Before you do this, you’ll need to standardise your judgements. This is a vital, yet often overlooked, part of the process. Without standardisation, there’s no guarantee that your judgements will be consistent with those made by other teachers in other schools. Ideally, you’ll draw on exemplification that demonstrates national standards. 

Bite into Writing contains sets of exemplars of pupils’ writing based on their responses to quality texts. Each piece of writing is annotated to show how it meets the ‘pupil can’ statements in the TA framework, and an overall commentary explains how the pieces contribute to an overall judgement at a particular standard.

Of course, once you’ve made your judgements, you’ll need to moderate them to make sure that the standards have been applied consistently across all year 6 classes.

Internal moderation 

Internal moderation can take many forms, from day-to-day discussions about pupils’ writing that take place on an informal basis, to more structured discussions that can be built into your cycle of staff meetings.

It may well look different depending on the type of school – in larger schools, it’s more likely that you’ll work in year teams, but in smaller schools, you might work with colleagues across a key stage. In very small schools, it’s not uncommon for the year 6 teacher to moderate alongside a senior leader or the teacher responsible for writing in the school.

Regardless of how you go about it, the purpose remains the same – to make sure that your judgements are consistent across the school. And if you’ve standardised first, they should also be consistent with standards nationally.

Moderating with other schools 

If you have the opportunity to moderate with colleagues from other schools – perhaps as part of a cluster arrangement or with other trust academies – this can be both informative and reassuring, and a great source of professional development.

You might agree to take along one or two samples of pupils’ writing to moderate. (If you’re sharing work from your pupils with other schools, remember the need for confidentiality and remove any names or ways that a pupil might be identified from their writing before sharing their work.)
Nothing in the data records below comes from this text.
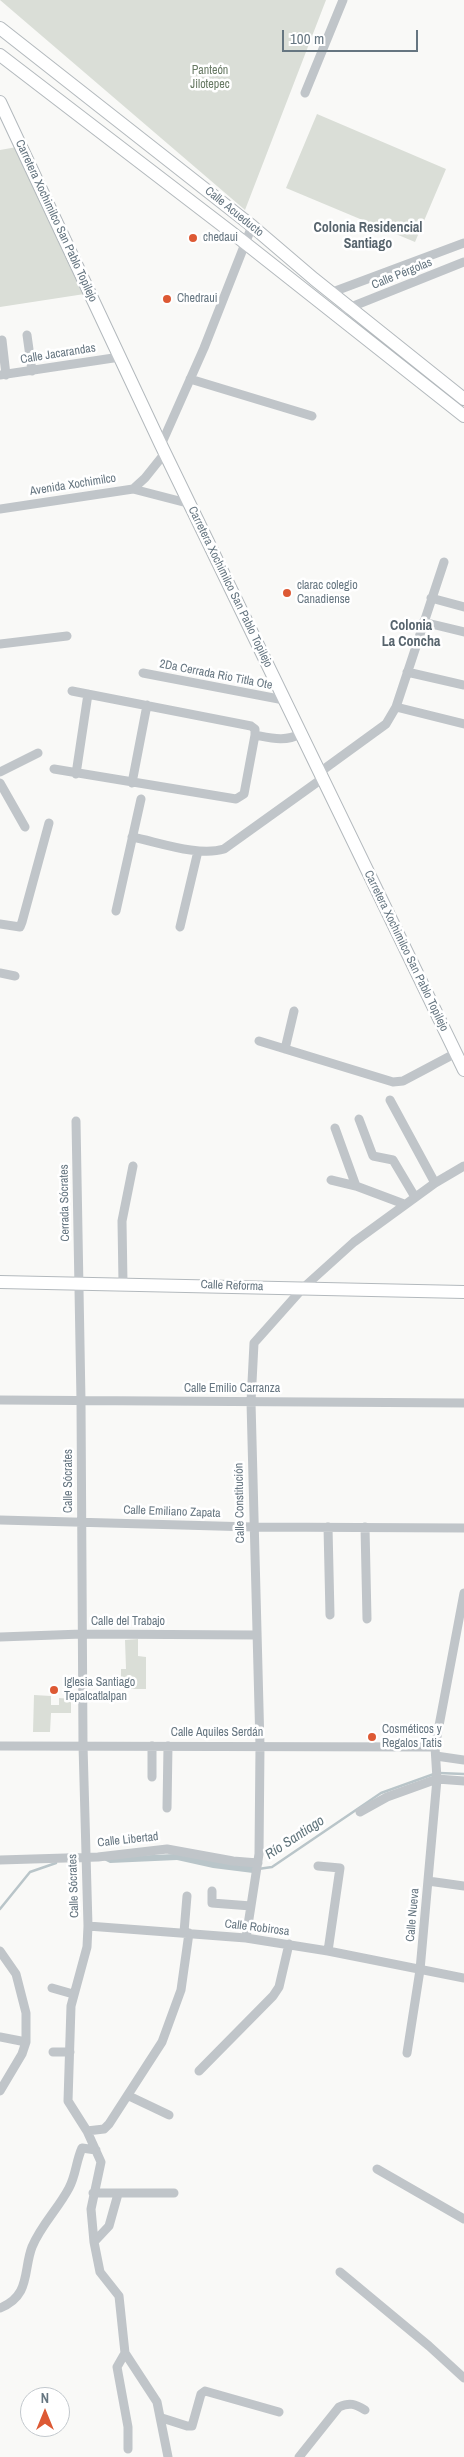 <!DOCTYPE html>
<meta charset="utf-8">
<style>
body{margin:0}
#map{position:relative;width:464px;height:2457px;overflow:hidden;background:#f9f9f7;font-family:"Archivo Narrow",sans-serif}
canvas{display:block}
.north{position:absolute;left:20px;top:2387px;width:50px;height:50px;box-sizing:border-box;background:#fff;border:1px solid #c2c8cd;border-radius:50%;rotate:0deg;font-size:14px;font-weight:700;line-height:20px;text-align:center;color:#667681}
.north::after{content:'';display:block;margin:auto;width:18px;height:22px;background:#dd5934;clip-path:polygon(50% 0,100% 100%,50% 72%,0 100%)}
.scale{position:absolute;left:282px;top:30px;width:136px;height:22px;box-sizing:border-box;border:2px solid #667681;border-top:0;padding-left:6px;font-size:15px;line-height:18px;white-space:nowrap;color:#667681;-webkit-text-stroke:4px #fff;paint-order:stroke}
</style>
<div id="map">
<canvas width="464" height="2457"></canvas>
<div class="north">N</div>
<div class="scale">100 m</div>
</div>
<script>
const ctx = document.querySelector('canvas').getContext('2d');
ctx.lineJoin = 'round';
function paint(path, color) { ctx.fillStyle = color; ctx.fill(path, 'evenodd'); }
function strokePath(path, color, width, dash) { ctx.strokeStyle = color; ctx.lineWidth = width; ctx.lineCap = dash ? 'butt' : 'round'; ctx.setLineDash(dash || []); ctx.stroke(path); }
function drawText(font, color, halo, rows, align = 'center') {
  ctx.font = font + ' "Archivo Narrow",sans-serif'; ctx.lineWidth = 5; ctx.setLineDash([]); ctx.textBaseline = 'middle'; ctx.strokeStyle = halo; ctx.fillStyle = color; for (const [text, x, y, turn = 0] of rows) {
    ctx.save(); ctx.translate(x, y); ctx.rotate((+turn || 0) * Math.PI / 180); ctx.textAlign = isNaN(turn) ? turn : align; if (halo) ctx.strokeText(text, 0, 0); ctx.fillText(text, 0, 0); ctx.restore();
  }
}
paint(new Path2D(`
 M0 0H326L245 210Z
 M317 114 446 169 415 242 286 188Z
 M17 147 91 293 0 307V150Z
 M138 1639V1656L146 1657V1689H125V1680H121V1669H126L125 1640Z
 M34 1695 51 1696V1705H59V1698L71 1699V1713H51L50 1732H33Z`), '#daded7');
paint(new Path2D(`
 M174 1854 255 1866 253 1873 213 1868 177 1860 110 1863 104 1860 109 1857Z`), '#b9c5c9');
strokePath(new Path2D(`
 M439 1773 464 1774
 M258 1869 272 1867 381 1793 434 1774
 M0 1909 30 1872 56 1863`), '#b9c5c9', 2.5);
const secondary = new Path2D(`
 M0 28 252 226 314 279 464 399
 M0 55 240 239 464 416
 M0 102 161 445 464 1070
 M0 1282 464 1292`);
strokePath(secondary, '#b3b9bd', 14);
strokePath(new Path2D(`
 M305 93 343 0
 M330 293 464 243
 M346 309 464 262
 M27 335 32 371
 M2 340 6 375
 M0 375 120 357
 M190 379 312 416
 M161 445 204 348 252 226
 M133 489 191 504
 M0 509 133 489 145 478 165 453
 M431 598 464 607
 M423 622 464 632
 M0 644 67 636
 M407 672 464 685
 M143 673 284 700
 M396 707 464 724
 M255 735C271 738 286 742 300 734
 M54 769 236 799 244 794 255 735V729L251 726 72 691
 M0 772 38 753
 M320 772 386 724 396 707 444 562
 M76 774 88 694
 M0 783 25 827
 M132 783 147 705
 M132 837C158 842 199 857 224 849L323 778
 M116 911 141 799
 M0 924 20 927 22 922 49 823
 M180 927 198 851
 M0 973 15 976
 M259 1041 393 1082 403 1081 456 1053
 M285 1049 294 1011
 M390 1100 435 1183
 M359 1119 373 1156 393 1160 415 1197
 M76 1121 81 1401 83 1745 88 1926 87 1947 71 2006 68 2101 87 2131 101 2162 91 2209 94 2242 100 2272 119 2296 125 2353 157 2402 168 2457
 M335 1128 356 1186
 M331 1180 356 1186 404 1204
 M123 1283 122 1221 133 1166
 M0 1400 464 1403
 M0 1520 253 1527 464 1528
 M328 1527 330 1615
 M365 1527 367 1619
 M464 1593 435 1747 437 1779 464 1781
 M0 1637 82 1634 256 1635
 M0 1746 435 1747
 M152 1746V1777
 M436 1756 464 1760
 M167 1808 168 1746
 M360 1812 387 1797 437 1779 420 1970 407 2053
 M0 1860 98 1857 167 1849 233 1861 258 1863
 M318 1866 340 1868 328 1951
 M428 1881 464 1886
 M212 1891V1903L251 1906
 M88 1926 246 1938 328 1951 464 1978
 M184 1932 187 1896
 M246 1938 259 1854 260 1746 251 1402 254 1343 303 1288 354 1242 435 1183 464 1166
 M0 1951 16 1974 26 2013V2042L22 2054 0 2091
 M52 1988 73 1994
 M0 2037 26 2042
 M53 2052H70
 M199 2071 273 1996 279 1987 289 1944
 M129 2096 169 2115
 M87 2131 104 2129 109 2124 162 2042 181 1990 189 1933
 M377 2169 464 2219
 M93 2193H174
 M94 2242 109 2226 118 2194
 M340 2272 429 2346 464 2378
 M0 2308C31 2296 23 2270 32 2247 41 2225 58 2209 69 2188 76 2175 76 2161 82 2148L96 2150
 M125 2353 117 2367 128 2427V2449
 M162 2418 187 2426H192L201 2394 205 2391 279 2412
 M299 2457 339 2407C350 2402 355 2404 365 2410`), '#c0c5c9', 9);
strokePath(secondary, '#fff', 12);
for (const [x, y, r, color] of [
 [193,238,5,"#dd5934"],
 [167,299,5,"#dd5934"],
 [287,593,5,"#dd5934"],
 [54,1690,5,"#dd5934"],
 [372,1737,5,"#dd5934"]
]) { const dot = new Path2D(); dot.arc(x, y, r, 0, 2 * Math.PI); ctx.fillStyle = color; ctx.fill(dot); strokePath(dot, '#fff', 2); }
drawText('12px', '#687a64', '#fff', [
 ["Panteón",210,71],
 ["Jilotepec",210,85]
]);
drawText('12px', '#667681', '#fff', [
 ["Calle Acueducto",234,212,39],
 ["Carretera Xochimilco San Pablo Topilejo",56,221,65],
 ["Calle Pérgolas",402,274,-22],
 ["Calle Jacarandas",58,354,-9],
 ["Avenida Xochimilco",73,485,-9],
 ["Carretera Xochimilco San Pablo Topilejo",230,587,64],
 ["2Da Cerrada Rio Titla Ote",216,675,11],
 ["Carretera Xochimilco San Pablo Topilejo",406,951,64],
 ["Cerrada Sócrates",65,1203,-91],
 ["Calle Reforma",232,1286,2],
 ["Calle Emilio Carranza",232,1389],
 ["Calle Sócrates",69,1481,-90],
 ["Calle Constitución",240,1503,-91],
 ["Calle Emiliano Zapata",172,1512,2],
 ["Calle del Trabajo",128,1622],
 ["Calle Aquiles Serdán",217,1733],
 ["Calle Libertad",128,1840,-6],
 ["Calle Sócrates",74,1886,-92],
 ["Calle Nueva",413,1915,-85],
 ["Calle Robirosa",257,1928,7]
]);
drawText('12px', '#667681', '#fff', [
 ["chedaui",203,238],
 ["Chedraui",177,299],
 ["clarac colegio",297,586],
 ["Canadiense",297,600],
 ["Iglesia Santiago",64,1683],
 ["Tepalcatlalpan",64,1697],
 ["Cosméticos y",382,1730],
 ["Regalos Tatis",382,1744]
], 'left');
drawText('bold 14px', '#57646d', '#fff', [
 ["Colonia Residencial",368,228],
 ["Santiago",368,244],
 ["Colonia",411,626],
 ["La Concha",411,642]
]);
drawText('italic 14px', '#60747b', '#fff', [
 ["Río Santiago",295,1838,-33]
]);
</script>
It’s really important to see this as a collaborative process and to consider any samples of writing objectively. It’s important to focus the discussion on the sample of writing and to cross reference it against the TA framework. It’s all too easy to be biased – albeit unintentionally – when you know how hard your pupils have worked, so it can be valuable to have these discussions with colleagues who don’t know the pupil.

Of course, this is all great preparation for KS2 external writing moderation, but that’s the topic of another blog!